**Task details:** Every line holding the word "with" should be copied from the material.

**Record set:**
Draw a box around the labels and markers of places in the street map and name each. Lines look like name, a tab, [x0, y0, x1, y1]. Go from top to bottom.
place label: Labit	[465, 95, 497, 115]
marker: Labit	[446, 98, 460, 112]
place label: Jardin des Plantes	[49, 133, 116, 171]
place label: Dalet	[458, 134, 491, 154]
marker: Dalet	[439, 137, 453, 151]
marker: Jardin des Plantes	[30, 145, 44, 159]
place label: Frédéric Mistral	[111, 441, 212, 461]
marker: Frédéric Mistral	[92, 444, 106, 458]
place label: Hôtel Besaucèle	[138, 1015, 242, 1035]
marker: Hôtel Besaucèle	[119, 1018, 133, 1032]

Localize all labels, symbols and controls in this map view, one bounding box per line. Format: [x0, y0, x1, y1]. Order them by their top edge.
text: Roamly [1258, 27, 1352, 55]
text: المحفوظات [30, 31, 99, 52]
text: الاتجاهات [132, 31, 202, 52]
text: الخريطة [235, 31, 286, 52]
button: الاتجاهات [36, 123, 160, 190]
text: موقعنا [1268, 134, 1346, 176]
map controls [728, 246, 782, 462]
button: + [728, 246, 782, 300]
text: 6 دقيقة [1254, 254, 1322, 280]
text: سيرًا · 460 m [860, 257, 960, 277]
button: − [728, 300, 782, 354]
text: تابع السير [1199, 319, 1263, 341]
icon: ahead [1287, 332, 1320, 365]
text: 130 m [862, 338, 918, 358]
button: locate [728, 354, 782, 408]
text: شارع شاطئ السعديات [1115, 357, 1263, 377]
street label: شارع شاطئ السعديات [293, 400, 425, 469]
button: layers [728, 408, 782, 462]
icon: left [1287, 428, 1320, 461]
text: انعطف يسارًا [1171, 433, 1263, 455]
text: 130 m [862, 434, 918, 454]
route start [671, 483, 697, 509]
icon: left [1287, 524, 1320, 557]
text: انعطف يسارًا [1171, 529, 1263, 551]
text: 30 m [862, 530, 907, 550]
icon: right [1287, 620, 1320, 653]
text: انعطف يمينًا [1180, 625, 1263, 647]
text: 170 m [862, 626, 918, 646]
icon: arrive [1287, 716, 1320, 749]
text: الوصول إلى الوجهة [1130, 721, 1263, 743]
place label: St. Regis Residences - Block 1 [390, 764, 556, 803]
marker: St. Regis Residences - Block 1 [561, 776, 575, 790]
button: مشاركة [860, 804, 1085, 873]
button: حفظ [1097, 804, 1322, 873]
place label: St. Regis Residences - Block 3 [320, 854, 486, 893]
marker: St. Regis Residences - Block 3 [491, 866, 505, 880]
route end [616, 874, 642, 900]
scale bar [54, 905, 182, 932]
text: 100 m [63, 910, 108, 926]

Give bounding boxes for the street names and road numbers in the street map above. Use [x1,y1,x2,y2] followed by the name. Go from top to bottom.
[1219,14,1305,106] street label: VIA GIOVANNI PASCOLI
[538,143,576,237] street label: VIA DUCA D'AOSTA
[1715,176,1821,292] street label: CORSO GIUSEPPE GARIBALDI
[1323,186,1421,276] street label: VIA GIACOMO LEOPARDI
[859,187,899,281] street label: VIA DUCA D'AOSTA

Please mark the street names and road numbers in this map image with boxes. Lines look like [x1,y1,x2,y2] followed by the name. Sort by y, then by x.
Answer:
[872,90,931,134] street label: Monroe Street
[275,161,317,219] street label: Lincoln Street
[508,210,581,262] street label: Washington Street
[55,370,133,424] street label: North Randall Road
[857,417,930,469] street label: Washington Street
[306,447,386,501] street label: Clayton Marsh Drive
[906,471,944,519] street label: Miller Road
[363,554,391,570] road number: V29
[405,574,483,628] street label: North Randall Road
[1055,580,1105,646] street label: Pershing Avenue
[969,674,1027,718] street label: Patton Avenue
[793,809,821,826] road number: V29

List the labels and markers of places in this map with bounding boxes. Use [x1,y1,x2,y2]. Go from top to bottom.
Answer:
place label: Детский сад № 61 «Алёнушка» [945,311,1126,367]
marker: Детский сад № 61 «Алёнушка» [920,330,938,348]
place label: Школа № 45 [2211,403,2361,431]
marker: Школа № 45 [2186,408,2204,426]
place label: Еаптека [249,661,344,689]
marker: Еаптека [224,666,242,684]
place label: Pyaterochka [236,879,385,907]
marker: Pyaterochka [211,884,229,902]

**The completed task:**
Please mark the street names and road numbers in this map image with boxes. Lines look like [x1,y1,x2,y2] followed by the name. Sort by y, then by x.
List the labels and markers of places in this map with bounding boxes. Use [x1,y1,x2,y2]. Go from top to bottom.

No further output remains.